David Ward was awakened by the horror with the initial gunshots early Sunday morning in his condo overlooking the rear of the Pulse nightclub.
“Pop, Pop,” he described the initial shots as sounding like the backfiring of a gasoline engine.
Inside the club, those dancing and drinking thought they were illicit fireworks set off to the hip-hop music. Within seconds, it was clear it was something else entirely.
It was the gunman, Omar Mateen, opening fire on innocents at the LGBT nightclub.
Dozens of shots rained out quickly. The dance floor became a sea of bodies. The dead. The dying. The scrambling to get out. Hundreds fled out the doors, running as fast as they could to get away.
“A number of them turned back around when they realized that their friends that they came with weren’t with them,” said Ward, who shot the video below.
An off-duty police officer stationed at the club opened exchanged fire with Mateen near the entrance. More officers arrived within and traded fire, as Mateen retreated to a bathroom with several hostages. He used a cell phone to call 911 to pledge his allegiance to the Islamic State, law enforcement officials said. 15-20 people were trapped in an adjacent restroom, unable to leave. Talking to hostage negotiators Mateen was calm and collected, Orlando police Chief John Mina said, as he threatened to detonate explosives and kill his hostages. Believing the loss of more life was imminent, police ordered a rescue operation.

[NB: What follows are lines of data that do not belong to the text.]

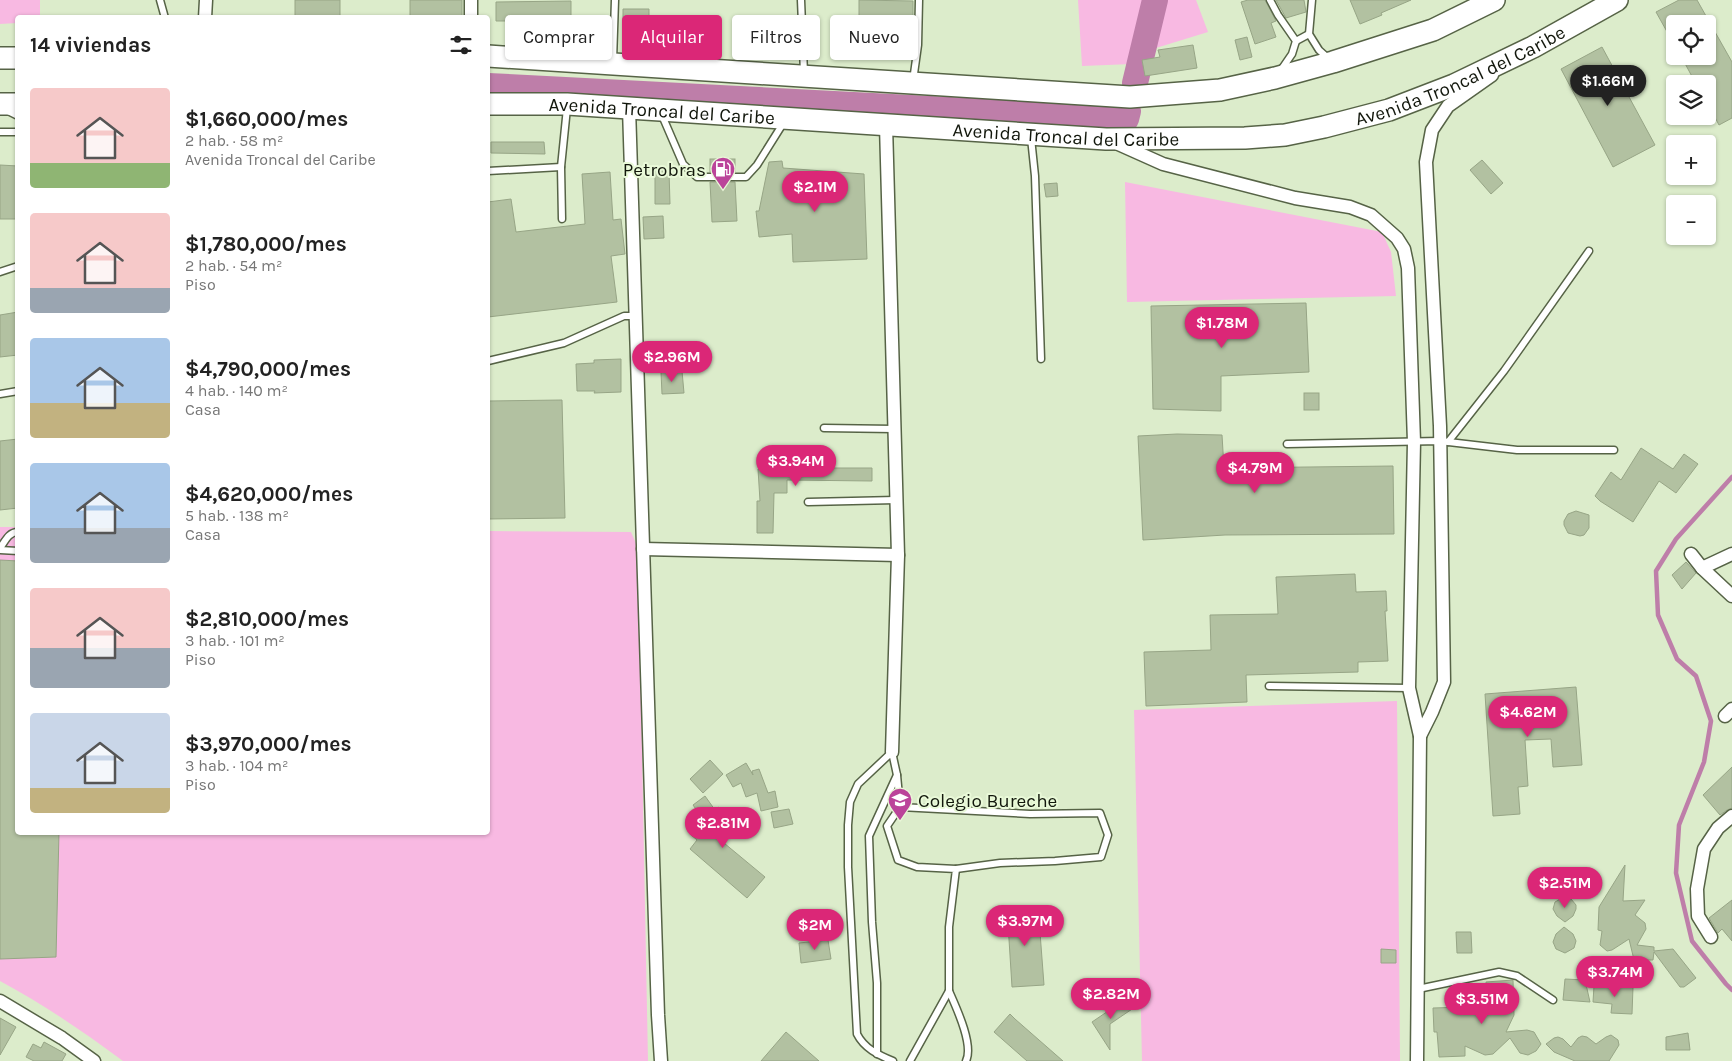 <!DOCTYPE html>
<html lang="es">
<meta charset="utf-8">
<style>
:root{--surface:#fff;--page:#f6f6f6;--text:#222;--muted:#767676;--accent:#db2777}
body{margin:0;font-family:Karla,sans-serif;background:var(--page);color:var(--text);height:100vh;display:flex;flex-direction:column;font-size:19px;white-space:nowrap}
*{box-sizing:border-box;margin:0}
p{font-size:16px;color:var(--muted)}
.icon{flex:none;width:28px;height:28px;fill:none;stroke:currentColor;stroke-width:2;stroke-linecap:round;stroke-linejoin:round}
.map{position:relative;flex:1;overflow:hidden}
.panel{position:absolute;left:15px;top:15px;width:475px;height:820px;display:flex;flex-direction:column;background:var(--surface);border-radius:5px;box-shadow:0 1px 4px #0004}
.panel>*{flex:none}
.guide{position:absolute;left:505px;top:15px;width:475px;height:45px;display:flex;gap:10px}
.fabs{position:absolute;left:1666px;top:15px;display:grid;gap:10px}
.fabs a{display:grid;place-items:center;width:50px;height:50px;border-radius:5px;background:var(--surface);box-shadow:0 1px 4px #0004;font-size:25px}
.price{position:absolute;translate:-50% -42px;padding:0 11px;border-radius:18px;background:var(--accent);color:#fff;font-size:16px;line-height:32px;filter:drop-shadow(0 1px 2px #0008)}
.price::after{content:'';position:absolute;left:50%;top:30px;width:15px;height:11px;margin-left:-8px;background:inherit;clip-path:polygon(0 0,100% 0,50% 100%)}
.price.active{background:#222;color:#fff}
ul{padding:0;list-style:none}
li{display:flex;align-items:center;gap:15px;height:125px;padding:0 15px}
li span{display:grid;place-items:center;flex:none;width:140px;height:100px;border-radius:5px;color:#555}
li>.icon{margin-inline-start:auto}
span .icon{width:60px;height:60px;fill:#fffc;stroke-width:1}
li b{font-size:21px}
h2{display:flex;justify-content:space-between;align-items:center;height:60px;padding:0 15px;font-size:21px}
.tag{padding:0 18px;border-radius:5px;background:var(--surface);box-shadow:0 1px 4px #0004;font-size:18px;line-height:45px}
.tag.active{background:var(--accent);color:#fff}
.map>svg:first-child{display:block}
.green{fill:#f8b9e2}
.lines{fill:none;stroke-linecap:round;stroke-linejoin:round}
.stream{stroke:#be7ea9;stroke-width:4.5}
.river{stroke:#be7ea9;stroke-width:26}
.building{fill:#b2c1a1;stroke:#97a586}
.service-casing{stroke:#566346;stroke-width:9}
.minor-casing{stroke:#566346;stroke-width:15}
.trunk-casing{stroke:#566346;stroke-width:24}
.service{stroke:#fff;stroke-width:6}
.minor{stroke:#fff;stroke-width:12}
.trunk{stroke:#fff;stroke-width:21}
.labels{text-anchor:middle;stroke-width:4;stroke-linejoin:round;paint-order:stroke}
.street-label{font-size:19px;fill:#12170c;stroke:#e9f9d8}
.poi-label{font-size:19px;fill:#12170c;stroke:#e9f9d8;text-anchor:end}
</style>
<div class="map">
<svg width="1732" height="1061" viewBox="0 0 1732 1061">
<rect width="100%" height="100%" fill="#dceccb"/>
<!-- green -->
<g class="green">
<polygon points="0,0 40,0 40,17 18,18 17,23 0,24"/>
<polygon points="1078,0 1196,0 1208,32 1156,48 1132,64 1082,66"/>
<polygon points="1125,182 1382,232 1391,252 1396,296 1127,302"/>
<path d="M0,527H17L18,832H488V531L631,532L638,548L648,1061H123C84,1032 43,1004 0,981Z"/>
<polygon points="1397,701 1400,1061 1142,1061 1134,710"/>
</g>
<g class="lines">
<!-- stream -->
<polyline class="stream" points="1732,477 1676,539 1656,571 1658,615 1677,659 1696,676 1711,721 1704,762 1679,825 1676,873 1692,941 1726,984 1732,990"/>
<!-- river -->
<g class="river">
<polyline points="1135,83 1155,0"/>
<polyline points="488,86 1126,119 1128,111"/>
</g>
</g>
<!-- building -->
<g class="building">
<rect x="295" y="0" width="45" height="18"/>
<rect x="410" y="0" width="52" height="18"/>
<polygon points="859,0 913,1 913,26 908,26 908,51 859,49"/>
<polygon points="1248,0 1265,0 1276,21 1271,23 1276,37 1255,44 1241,2"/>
<polygon points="1276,0 1304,0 1306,12 1286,18"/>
<polygon points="1350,0 1411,0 1381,13 1382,15 1360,24"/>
<polygon points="1679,0 1697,0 1732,62 1732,118 1719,125 1708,104 1708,84 1696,84 1681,56 1708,56 1708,24 1675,24 1675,46 1656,12"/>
<polygon points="571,1 571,21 496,21 496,2"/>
<polygon points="623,9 649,9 649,36 623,35"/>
<polygon points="1247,37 1252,57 1240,60 1235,40"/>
<polygon points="1193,45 1197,68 1145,76 1142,60 1160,57 1158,50"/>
<polygon points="1602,47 1655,145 1613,167 1561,69"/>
<polygon points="491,142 544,142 545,154 491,153"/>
<rect x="710" y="159" width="25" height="13"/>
<polygon points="1482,160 1503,183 1491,194 1470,170"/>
<polygon points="782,161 783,168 864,174 867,259 793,262 792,234 759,237 756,211 759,211 769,162"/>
<polygon points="0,165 18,166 18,219 0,219"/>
<polygon points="655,171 669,171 670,204 655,204"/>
<polygon points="610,172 613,220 621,219 625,254 611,256 617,302 488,317 488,202 511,199 516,232 585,224 582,174"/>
<polygon points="710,182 735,182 737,221 712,222"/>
<polygon points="1057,183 1058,196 1046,197 1044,184"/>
<polygon points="663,216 664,238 644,239 643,217"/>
<polygon points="1306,303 1309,372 1221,376 1221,411 1153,409 1151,306"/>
<polygon points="18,312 18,355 0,357 0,315"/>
<polygon points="621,359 621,392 594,393 595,391 577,391 576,364 594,363 594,360"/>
<polygon points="682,371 684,393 662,394 661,372"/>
<rect x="1304" y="393" width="15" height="17"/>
<polygon points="562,400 565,518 488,519 488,401"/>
<polygon points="1177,434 1222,435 1224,468 1393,466 1394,534 1225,535 1143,540 1138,436"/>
<polygon points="18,439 18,508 0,510 0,441"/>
<polygon points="1641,448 1673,469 1684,454 1698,464 1676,493 1659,481 1633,522 1600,501 1595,496 1611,472 1621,480"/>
<polygon points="792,468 872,468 872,481 787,480 787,493 774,493 773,533 757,533 757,501 760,501 758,469 792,469"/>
<polygon points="1576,511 1589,515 1589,528 1584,535 1580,536 1568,533 1564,525 1564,521 1568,514"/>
<polygon points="0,560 18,561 18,832 59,832 56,957 0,959"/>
<polygon points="1686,562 1696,573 1682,589 1672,575"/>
<polygon points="1355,574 1356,592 1386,591 1387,611 1385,611 1388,661 1358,662 1358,672 1246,675 1247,702 1146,706 1144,652 1211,650 1210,615 1278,614 1276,577"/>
<polygon points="1576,687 1582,765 1553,767 1551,739 1525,740 1528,786 1518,787 1520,814 1493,816 1485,694"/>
<polygon points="710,760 723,774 703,793 690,779"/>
<polygon points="746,763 753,775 752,771 759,769 768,793 775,791 778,807 761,811 757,793 746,797 741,783 733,787 726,775"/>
<polygon points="1732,767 1732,808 1727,810 1720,815 1703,795"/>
<polygon points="705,796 715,810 719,807 729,819 731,817 740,826 724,843 765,877 747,898 690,849 697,840 690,834 703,819 693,805"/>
<polygon points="789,809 793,824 774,828 771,812"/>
<polygon points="1625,865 1623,901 1645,900 1635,915 1645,923 1646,929 1637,945 1654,947 1654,951 1673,949 1696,978 1684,987 1680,987 1654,952 1653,960 1634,960 1629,939 1612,950 1607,951 1600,945 1602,931 1598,930 1599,907"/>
<polygon points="1564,897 1571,899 1576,905 1576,909 1573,916 1565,922 1557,916 1553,909 1555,902"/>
<polygon points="1732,900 1732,941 1722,929 1718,933 1709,918"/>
<polygon points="1038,906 1044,985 1012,987 1007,908"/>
<polygon points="1564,927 1573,934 1576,941 1574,948 1565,953 1556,949 1553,942 1556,934"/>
<polygon points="1456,932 1471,932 1472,953 1457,953"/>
<polygon points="828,940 831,959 801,963 799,943"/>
<polygon points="1381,949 1396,950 1396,963 1381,963"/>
<polygon points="1565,979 1585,980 1590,1002 1563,1000"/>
<polygon points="1513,980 1514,1015 1506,1032 1527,1030 1534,1032 1541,1044 1536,1051 1528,1055 1520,1053 1510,1038 1493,1054 1485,1055 1465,1046 1465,1056 1439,1057 1437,1032 1434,1032 1433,1008 1465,1007 1465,1003 1487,1003 1486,982"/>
<polygon points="1594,986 1633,987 1632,1014 1611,1013 1612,1004 1593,1002"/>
<polygon points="1141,1003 1110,1024 1110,1050 1092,1022 1117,1005"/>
<polygon points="1010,1014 1015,1019 1063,1061 1027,1061 994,1032"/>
<polygon points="0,1018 16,1027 0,1055"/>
<polygon points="786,1032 819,1061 761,1061"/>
<polygon points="1688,1033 1690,1050 1666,1050 1666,1037"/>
<polygon points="1611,1035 1618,1040 1619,1045 1609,1061 1575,1061 1554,1052 1546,1044 1554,1038 1558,1037 1563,1039 1571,1047 1578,1038 1582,1036 1587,1037 1596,1044 1606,1037"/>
<polygon points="44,1042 66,1054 62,1061 34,1061 26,1057 33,1044 41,1048"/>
</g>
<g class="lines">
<defs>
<g id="service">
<polyline points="160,0 165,18"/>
<polyline points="801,0 804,73"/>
<polyline points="1270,0 1278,15 1296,41 1292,54 1281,70"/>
<polyline points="1312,0 1309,34 1319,50 1329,59"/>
<polyline points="1296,41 1309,34"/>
<polyline points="613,61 615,0"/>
<polyline points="913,81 918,45 919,0"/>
<polyline points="8,111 18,116"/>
<polyline points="661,113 683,164 697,177 746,177 757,165 784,122"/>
<polyline points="0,132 18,132"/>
<polyline points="1031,138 1035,176 1041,359"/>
<polyline points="488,171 561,167"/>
<polyline points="562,219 561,167 567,108"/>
<polyline points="0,272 18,266"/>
<polyline points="488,361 564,343 624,316 636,316"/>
<polyline points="0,394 18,391"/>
<polyline points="824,428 894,429"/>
<polyline points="1448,442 1504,371 1589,251"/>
<polyline points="1287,444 1440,441 1517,450 1614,450"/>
<polyline points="808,502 896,500"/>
<path d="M0,548C5,542 8,532 18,532"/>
<polyline points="0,550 18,551"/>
<polyline points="1269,686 1409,688"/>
<path d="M892,752L858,784L850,802L848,825V867L857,1034C864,1048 878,1055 893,1061"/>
<polyline points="897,775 900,807 887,826 898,860 917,867 956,869 949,927 949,991 910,1061"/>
<polyline points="900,807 1030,814 1100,813 1108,835 1101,857 1055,861 1000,863 956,869"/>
<polyline points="1418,989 1499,972 1517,976 1553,1000"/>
<path d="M949,991C956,1007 974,1045 966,1061"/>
<polyline points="877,1054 877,983 872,922 869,836 897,775 892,752"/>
</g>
<g id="minor">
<polyline points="205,18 206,0"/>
<polyline points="471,18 471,0"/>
<polyline points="629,108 658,1015 661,1061"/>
<polyline points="886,125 898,555 892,752"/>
<polyline points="1116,143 1163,164 1295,198 1350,207 1371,215 1397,238 1404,249 1408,268 1414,442 1409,688 1420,736 1417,1061"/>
<polyline points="643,549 898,555"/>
<polyline points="1691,554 1702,568 1732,596"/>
<polyline points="1702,568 1732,554"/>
<polyline points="1725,716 1732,709"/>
<polyline points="1420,736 1432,712 1444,682 1440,426 1426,162 1432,130 1448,106 1492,75"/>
<polyline points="1711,937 1698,916 1697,889 1704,849 1718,828 1732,816"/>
<polyline points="0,1001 62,1038 94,1061"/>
</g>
<g id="trunk">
<polyline points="488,56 1130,97 1220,90 1275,78 1333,62 1433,30 1494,0"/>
<polyline points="0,58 18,58"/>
<polyline points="0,104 18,104"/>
<path id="s1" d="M488,104H567L1106,139L1245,138L1285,135L1324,127L1389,110L1454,85L1533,47L1617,0"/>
</g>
</defs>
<!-- service casing -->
<use href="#service" class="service-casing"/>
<!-- minor casing -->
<use href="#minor" class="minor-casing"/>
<!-- trunk casing -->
<use href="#trunk" class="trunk-casing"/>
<!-- service -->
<use href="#service" class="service"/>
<!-- minor -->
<use href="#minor" class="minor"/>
<!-- trunk -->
<use href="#trunk" class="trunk"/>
</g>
<!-- icons -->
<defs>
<symbol id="fuel-pin" viewBox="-11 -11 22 30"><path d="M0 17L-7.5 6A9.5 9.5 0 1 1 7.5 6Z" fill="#bb449a" stroke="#e9f9d8"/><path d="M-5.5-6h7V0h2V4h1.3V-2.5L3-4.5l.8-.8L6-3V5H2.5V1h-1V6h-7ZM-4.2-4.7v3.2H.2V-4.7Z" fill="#fff"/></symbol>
<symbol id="school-pin" viewBox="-11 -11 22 30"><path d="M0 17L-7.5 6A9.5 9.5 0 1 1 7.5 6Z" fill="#bb449a" stroke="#e9f9d8"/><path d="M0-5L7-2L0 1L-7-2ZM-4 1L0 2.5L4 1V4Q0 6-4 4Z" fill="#fff"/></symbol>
</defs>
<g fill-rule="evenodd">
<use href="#fuel-pin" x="709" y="155" width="28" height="38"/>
<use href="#school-pin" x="886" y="786" width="28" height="38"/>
</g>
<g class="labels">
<!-- street labels -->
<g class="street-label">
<text dy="7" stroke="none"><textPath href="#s1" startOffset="984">Avenida Troncal del Caribe</textPath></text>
<text dy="7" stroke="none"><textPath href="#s1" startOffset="174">Avenida Troncal del Caribe</textPath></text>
<text dy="7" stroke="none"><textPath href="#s1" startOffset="579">Avenida Troncal del Caribe</textPath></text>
</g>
<!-- poi labels -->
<g class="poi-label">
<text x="706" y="176">Petrobras</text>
<text x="918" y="807" text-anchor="start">Colegio Bureche</text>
</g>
</g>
</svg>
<div class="fabs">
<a><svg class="icon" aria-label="locate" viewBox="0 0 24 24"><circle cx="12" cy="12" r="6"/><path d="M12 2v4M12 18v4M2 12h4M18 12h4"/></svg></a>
<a><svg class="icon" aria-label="layers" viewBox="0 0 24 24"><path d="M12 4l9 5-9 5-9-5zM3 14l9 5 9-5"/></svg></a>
<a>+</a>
<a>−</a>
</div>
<b class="price active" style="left:1608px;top:107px">$1.66M</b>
<b class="price" style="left:815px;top:213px">$2.1M</b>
<b class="price" style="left:1222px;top:349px">$1.78M</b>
<b class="price" style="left:672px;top:383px">$2.96M</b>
<b class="price" style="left:796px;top:487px">$3.94M</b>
<b class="price" style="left:1255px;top:494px">$4.79M</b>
<b class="price" style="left:1528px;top:738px">$4.62M</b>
<b class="price" style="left:723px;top:849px">$2.81M</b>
<b class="price" style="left:1565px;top:909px">$2.51M</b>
<b class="price" style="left:1025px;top:947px">$3.97M</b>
<b class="price" style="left:815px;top:951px">$2M</b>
<b class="price" style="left:1615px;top:998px">$3.74M</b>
<b class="price" style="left:1111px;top:1020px">$2.82M</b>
<b class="price" style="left:1482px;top:1025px">$3.51M</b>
<div class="guide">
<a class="tag">Comprar</a>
<a class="tag active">Alquilar</a>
<a class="tag">Filtros</a>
<a class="tag">Nuevo</a>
</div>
<section class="panel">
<h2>14 viviendas<svg class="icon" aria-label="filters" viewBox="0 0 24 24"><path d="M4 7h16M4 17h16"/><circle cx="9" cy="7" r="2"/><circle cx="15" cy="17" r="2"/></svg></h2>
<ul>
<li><span style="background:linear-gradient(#f6c9c9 75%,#8fb573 0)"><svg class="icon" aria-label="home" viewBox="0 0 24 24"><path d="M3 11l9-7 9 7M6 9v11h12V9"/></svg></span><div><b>$1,660,000/mes</b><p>2 hab. · 58 m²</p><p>Avenida Troncal del Caribe</p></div></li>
<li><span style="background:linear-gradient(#f6c9c9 75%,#9aa5b1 0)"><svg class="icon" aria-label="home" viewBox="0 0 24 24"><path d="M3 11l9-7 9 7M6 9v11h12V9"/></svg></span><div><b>$1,780,000/mes</b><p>2 hab. · 54 m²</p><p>Piso</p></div></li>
<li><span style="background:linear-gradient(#a9c7e8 65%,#c2b280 0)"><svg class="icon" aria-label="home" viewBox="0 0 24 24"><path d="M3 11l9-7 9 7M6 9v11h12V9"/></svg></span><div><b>$4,790,000/mes</b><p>4 hab. · 140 m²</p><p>Casa</p></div></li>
<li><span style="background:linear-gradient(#a9c7e8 65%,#9aa5b1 0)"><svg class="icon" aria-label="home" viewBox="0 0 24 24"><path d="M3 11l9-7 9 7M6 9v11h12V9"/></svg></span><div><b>$4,620,000/mes</b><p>5 hab. · 138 m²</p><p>Casa</p></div></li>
<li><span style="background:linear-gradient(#f6c9c9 60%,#9aa5b1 0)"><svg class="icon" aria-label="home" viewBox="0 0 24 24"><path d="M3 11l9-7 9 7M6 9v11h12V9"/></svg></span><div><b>$2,810,000/mes</b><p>3 hab. · 101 m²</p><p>Piso</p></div></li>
<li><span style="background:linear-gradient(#c9d6e8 75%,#c2b280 0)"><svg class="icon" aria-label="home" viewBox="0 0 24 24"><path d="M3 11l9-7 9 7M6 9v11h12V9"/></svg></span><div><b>$3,970,000/mes</b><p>3 hab. · 104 m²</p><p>Piso</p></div></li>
</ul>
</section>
</div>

A SWAT team used explosives and an up-armored vehicle to breach a rear wall of the club. “It shook the building. It was a pretty big concussion,” said Ward. More than a dozen people trapped inside the club climbed through the hole. So did Mateen, exiting with a pair of weapons, apparently bent on causing more harm. In an intense barrage,
officers killed Mateen.
“The amount of fire was just unbelievable,” Ward told TIME.
Officers and EMTs moved in quickly to remove the wounded, unsure if there were explosives set to detonate.
“They were dragging people out on tarps from the scene as fast as they could across the street to the beds of pickup trucks and took off for the hospital,” Ward said.